* [EXERCISE INSTRUCTIONS]
Find and copy each line of the records where the string "Sibeliusstraat" shows up.
===== INFORMATION SUPPLIED =====
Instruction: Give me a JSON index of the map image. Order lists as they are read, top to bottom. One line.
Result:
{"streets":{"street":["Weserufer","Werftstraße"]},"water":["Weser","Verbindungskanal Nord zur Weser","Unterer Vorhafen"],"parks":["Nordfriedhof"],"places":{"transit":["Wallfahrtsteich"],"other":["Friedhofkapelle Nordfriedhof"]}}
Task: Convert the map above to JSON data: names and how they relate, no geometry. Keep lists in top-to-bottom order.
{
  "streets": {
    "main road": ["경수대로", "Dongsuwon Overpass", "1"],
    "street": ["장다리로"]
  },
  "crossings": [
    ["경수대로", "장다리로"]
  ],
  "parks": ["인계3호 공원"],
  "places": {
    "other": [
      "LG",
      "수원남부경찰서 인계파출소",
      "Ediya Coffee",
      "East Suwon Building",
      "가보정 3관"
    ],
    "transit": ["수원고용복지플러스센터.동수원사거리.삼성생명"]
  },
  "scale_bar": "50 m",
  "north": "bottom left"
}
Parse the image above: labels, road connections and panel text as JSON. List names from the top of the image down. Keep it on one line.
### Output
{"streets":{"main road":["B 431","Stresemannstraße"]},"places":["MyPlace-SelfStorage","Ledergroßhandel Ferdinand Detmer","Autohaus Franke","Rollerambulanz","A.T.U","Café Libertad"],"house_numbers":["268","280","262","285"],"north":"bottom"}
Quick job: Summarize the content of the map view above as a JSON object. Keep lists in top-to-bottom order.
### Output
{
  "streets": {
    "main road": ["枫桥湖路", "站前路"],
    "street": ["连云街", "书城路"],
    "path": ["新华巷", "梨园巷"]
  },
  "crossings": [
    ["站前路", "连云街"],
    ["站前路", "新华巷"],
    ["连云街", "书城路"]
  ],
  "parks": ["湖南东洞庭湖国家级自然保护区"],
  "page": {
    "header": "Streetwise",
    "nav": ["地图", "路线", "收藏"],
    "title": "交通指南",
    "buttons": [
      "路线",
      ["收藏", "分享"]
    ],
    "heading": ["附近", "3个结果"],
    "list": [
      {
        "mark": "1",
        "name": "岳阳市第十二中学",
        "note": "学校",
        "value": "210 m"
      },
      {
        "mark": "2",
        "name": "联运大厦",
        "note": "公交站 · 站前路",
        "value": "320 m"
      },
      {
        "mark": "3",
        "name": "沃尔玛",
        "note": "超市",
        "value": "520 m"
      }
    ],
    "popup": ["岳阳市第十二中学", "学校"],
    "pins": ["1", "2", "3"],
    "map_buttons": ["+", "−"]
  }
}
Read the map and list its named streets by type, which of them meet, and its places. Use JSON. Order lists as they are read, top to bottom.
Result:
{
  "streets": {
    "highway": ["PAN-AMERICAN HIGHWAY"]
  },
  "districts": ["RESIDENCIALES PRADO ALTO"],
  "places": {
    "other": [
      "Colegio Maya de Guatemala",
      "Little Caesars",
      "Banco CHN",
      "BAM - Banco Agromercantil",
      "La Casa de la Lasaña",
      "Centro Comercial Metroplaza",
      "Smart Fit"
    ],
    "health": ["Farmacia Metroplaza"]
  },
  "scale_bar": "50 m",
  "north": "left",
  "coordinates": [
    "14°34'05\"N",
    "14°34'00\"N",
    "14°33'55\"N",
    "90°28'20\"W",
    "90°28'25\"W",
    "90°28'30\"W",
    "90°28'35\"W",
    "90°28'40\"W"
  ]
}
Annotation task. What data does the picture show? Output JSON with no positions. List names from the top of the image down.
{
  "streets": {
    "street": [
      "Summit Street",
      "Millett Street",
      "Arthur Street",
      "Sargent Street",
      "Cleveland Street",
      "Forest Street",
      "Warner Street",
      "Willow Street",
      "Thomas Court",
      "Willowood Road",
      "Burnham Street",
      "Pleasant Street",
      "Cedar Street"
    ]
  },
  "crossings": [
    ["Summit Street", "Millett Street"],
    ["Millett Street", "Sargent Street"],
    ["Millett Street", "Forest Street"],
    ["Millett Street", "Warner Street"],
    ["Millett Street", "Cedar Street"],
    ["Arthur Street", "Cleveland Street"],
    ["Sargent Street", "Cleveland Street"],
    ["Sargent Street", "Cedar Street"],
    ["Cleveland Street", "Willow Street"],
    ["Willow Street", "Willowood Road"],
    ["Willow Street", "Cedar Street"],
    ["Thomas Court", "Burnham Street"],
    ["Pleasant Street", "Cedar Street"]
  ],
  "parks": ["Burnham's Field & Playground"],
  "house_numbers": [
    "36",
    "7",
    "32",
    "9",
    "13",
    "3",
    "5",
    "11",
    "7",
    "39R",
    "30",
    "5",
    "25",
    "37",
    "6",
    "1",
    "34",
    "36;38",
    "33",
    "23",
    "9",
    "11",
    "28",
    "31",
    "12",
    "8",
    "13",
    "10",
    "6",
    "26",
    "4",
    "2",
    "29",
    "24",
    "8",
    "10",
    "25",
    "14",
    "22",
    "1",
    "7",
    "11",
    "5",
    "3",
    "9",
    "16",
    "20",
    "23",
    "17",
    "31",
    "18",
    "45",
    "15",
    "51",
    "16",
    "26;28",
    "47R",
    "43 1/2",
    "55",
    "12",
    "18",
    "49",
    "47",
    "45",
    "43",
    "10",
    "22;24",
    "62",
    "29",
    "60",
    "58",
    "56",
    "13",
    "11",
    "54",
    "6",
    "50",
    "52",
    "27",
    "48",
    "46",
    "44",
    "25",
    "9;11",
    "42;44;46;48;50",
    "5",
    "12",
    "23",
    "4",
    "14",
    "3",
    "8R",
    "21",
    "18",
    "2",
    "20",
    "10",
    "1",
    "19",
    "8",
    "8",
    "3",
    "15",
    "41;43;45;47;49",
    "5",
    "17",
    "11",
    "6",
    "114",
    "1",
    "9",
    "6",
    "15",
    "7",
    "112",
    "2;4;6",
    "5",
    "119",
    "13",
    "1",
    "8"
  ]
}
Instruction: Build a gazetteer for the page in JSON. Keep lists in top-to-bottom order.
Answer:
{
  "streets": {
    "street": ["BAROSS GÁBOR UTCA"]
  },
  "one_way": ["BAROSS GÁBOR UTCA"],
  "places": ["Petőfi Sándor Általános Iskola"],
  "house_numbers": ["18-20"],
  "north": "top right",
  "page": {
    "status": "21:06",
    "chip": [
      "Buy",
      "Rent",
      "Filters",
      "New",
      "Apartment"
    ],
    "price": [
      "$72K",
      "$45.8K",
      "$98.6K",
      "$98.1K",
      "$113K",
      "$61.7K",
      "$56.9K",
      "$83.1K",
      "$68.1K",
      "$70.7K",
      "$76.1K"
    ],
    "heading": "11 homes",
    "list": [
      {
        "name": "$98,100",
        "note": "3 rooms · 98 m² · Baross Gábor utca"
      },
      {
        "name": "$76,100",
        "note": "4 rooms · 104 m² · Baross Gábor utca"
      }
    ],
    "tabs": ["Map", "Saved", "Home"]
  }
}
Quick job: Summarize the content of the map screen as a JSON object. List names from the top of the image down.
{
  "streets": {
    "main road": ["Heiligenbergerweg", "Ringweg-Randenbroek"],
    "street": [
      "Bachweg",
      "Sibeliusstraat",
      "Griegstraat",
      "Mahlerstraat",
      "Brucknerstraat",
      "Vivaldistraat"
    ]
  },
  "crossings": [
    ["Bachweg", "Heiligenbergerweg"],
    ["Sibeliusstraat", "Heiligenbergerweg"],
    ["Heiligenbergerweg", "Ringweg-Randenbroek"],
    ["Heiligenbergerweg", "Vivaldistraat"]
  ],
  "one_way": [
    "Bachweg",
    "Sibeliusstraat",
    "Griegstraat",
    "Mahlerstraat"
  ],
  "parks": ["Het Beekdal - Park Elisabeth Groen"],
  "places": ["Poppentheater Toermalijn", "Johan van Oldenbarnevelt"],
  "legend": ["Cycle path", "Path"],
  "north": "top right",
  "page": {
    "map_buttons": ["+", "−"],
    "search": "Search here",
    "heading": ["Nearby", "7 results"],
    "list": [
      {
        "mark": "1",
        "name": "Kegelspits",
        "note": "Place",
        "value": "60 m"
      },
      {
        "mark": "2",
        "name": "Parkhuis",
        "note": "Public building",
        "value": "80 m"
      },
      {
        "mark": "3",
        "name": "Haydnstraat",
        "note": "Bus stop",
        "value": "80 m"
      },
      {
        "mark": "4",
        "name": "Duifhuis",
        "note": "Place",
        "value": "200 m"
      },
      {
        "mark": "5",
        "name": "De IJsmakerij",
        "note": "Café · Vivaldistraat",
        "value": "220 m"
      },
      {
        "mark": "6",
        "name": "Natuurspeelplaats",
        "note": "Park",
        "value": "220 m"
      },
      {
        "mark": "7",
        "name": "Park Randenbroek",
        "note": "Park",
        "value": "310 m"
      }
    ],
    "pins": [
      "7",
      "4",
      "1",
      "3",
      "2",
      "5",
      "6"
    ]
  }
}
=====
* [RESULT OF THE TASK]
      "Sibeliusstraat",
    ["Sibeliusstraat", "Heiligenbergerweg"],
    "Sibeliusstraat",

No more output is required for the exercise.